[PROBLEM DESCRIPTION]
Restate the listing below exactly, images excluded.
======== THE DATA ========
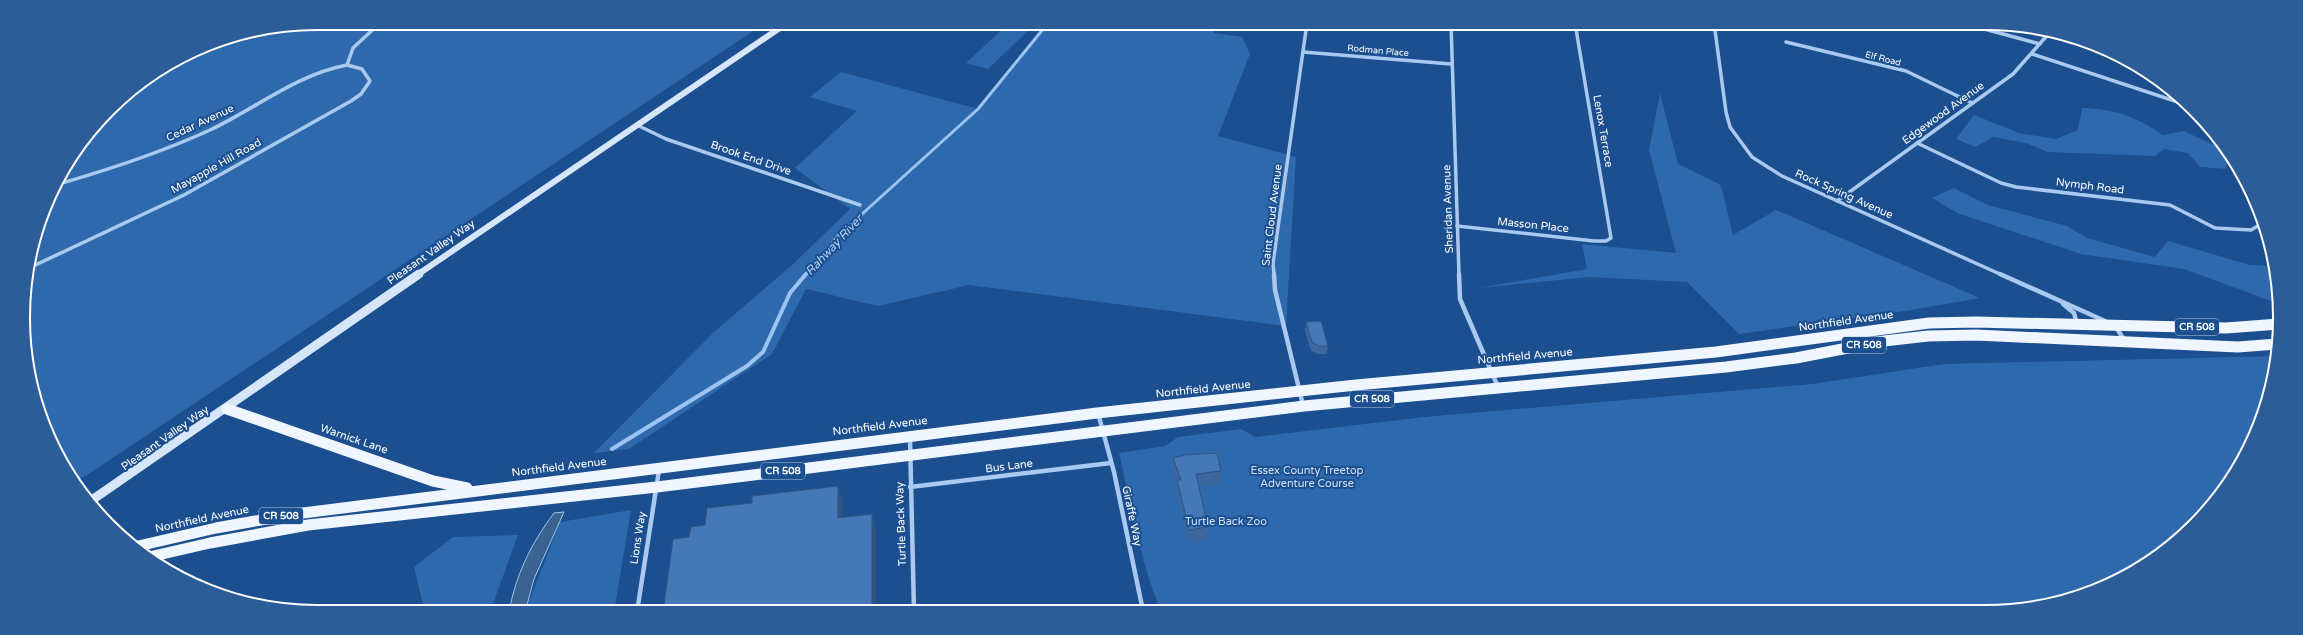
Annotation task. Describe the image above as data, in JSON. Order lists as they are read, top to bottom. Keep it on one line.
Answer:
{"streets":{"main road":["Pleasant Valley Way","Northfield Avenue","CR 508","Warnick Lane"],"street":["Rodman Place","Elf Road","Edgewood Avenue","Cedar Avenue","Lenox Terrace","Brook End Drive","Mayapple Hill Road","Nymph Road","Rock Spring Avenue","Sheridan Avenue","Saint Cloud Avenue","Masson Place","Bus Lane","Giraffe Way","Turtle Back Way","Lions Way"]},"crossings":[["Rodman Place","Sheridan Avenue"],["Rodman Place","Saint Cloud Avenue"],["Elf Road","Edgewood Avenue"],["Edgewood Avenue","Nymph Road"],["Edgewood Avenue","Rock Spring Avenue"],["Cedar Avenue","Mayapple Hill Road"],["Lenox Terrace","Masson Place"],["Brook End Drive","Pleasant Valley Way"],["Rock Spring Avenue","Northfield Avenue"],["Sheridan Avenue","Masson Place"],["Sheridan Avenue","Northfield Avenue"],["Sheridan Avenue","CR 508"],["Saint Cloud Avenue","Northfield Avenue"],["Saint Cloud Avenue","CR 508"],["Pleasant Valley Way","Warnick Lane"],["Northfield Avenue","Warnick Lane"],["Northfield Avenue","Giraffe Way"],["Northfield Avenue","Turtle Back Way"],["Northfield Avenue","Lions Way"],["CR 508","Giraffe Way"],["CR 508","Turtle Back Way"],["CR 508","Lions Way"],["Bus Lane","Giraffe Way"],["Bus Lane","Turtle Back Way"]],"water":["Rahway River"],"parks":["Essex County Treetop Adventure Course","Turtle Back Zoo"]}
========
[SOLUTION TO THE EXERCISE]
Annotation task. Describe the image above as data, in JSON. Order lists as they are read, top to bottom. Keep it on one line.
Answer:
{"streets":{"main road":["Pleasant Valley Way","Northfield Avenue","CR 508","Warnick Lane"],"street":["Rodman Place","Elf Road","Edgewood Avenue","Cedar Avenue","Lenox Terrace","Brook End Drive","Mayapple Hill Road","Nymph Road","Rock Spring Avenue","Sheridan Avenue","Saint Cloud Avenue","Masson Place","Bus Lane","Giraffe Way","Turtle Back Way","Lions Way"]},"crossings":[["Rodman Place","Sheridan Avenue"],["Rodman Place","Saint Cloud Avenue"],["Elf Road","Edgewood Avenue"],["Edgewood Avenue","Nymph Road"],["Edgewood Avenue","Rock Spring Avenue"],["Cedar Avenue","Mayapple Hill Road"],["Lenox Terrace","Masson Place"],["Brook End Drive","Pleasant Valley Way"],["Rock Spring Avenue","Northfield Avenue"],["Sheridan Avenue","Masson Place"],["Sheridan Avenue","Northfield Avenue"],["Sheridan Avenue","CR 508"],["Saint Cloud Avenue","Northfield Avenue"],["Saint Cloud Avenue","CR 508"],["Pleasant Valley Way","Warnick Lane"],["Northfield Avenue","Warnick Lane"],["Northfield Avenue","Giraffe Way"],["Northfield Avenue","Turtle Back Way"],["Northfield Avenue","Lions Way"],["CR 508","Giraffe Way"],["CR 508","Turtle Back Way"],["CR 508","Lions Way"],["Bus Lane","Giraffe Way"],["Bus Lane","Turtle Back Way"]],"water":["Rahway River"],"parks":["Essex County Treetop Adventure Course","Turtle Back Zoo"]}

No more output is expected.